Abstract illustration of data prospecting and lead enrichment using Clay to identify high-quality B2B signals.
Lead Generation
Dejan
Apr 30, 2026

Clay prospecting: how we find high-intent B2B leads using real-time signals

TL;DR: Clay prospecting explained

  • Clay prospecting is signal-based, not list-based. You monitor target accounts for real-time buying events and reach out the moment one fires. 🎯
  • Timing explains reply rates more than copy does. Companies with 3+ active buying signals convert to meetings at 40–50%, versus 10–15% for demographic targeting.
  • Clay doesn't own data. It aggregates it from 150+ providers in waterfall logic, delivering 70–85% email coverage versus 40–60% from any single source. 🔄
  • Clay and Apollo aren't competitors. They're sequential. Apollo sources the list, and Clay enriches and monitors signals. Your sending tool handles outreach.
  • Claygent is Clay's built-in AI research agent. It visits websites and extracts unstructured data in real time, replacing hours of manual SDR research at scale. 🤖
  • The 8-step workflow: account list → Signals → LLM filter → find-people → email waterfall → phone waterfall → route to reps → sequencer. 📋
  • Clay has a real learning curve. Most teams need 4–6 weeks. Signal selection and waterfall structure are where self-builds stall. ⚠️
  • Clay prospecting is behind our best client results. $4.5M for Dingus & Zazzy in 18 months. 3 Fortune 500 deals for Blings.io in 6.5 months. 📈

Most B2B prospecting follows the same tired formula: pull a list from Apollo, filter by job title and company size, upload to your sequencer, and pray for replies.
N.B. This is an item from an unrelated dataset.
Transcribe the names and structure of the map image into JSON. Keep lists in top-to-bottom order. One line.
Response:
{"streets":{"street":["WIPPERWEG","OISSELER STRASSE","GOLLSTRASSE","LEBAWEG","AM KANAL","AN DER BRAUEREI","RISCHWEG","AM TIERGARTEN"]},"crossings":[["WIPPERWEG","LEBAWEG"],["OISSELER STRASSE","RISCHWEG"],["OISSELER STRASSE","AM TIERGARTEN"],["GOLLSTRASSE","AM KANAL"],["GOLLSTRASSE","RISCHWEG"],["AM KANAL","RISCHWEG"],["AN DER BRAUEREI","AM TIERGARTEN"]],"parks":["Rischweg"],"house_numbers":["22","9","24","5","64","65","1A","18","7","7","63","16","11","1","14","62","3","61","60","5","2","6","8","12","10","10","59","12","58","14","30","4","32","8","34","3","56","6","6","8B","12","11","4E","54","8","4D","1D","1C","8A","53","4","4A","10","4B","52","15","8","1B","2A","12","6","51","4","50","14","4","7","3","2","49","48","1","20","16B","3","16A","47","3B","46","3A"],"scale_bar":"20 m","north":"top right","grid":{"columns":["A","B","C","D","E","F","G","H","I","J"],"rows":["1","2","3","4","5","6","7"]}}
And what happens most of the time? Well… let’s be honest, it doesn't work. 

And no, not because the list is terrible. Because the timing is completely off.

Think about what's probably happening on the other end:

  • They signed with a competitor three weeks ago 🚫
  • They just got promoted and are completely buried 📥
  • They won't even have this problem for another six months 📅

You're interrupting someone who wasn't thinking about you, with a message they didn't ask for, at a moment that couldn't be worse.

Clay prospecting fixes exactly that. 

Instead of building static lists and blasting them until they go cold, you define a set of target accounts, tell Clay which signals to watch for, and reach out the moment a real buying trigger fires.

So if you're building out your outbound lead generation and want to understand how the best teams are doing it in 2026, this is the playbook you need. 

What is Clay prospecting?

Clay prospecting is the process of using Clay, a data enrichment and workflow automation platform, to build B2B lead lists based on real-time buying signals rather than static demographic filters.

It connects to 150+ data providers simultaneously, monitors your target accounts around the clock for intent events, and puts verified contact data in front of your reps the moment something meaningful happens at a target account.

But here's what makes it genuinely different from every other prospecting approach out there.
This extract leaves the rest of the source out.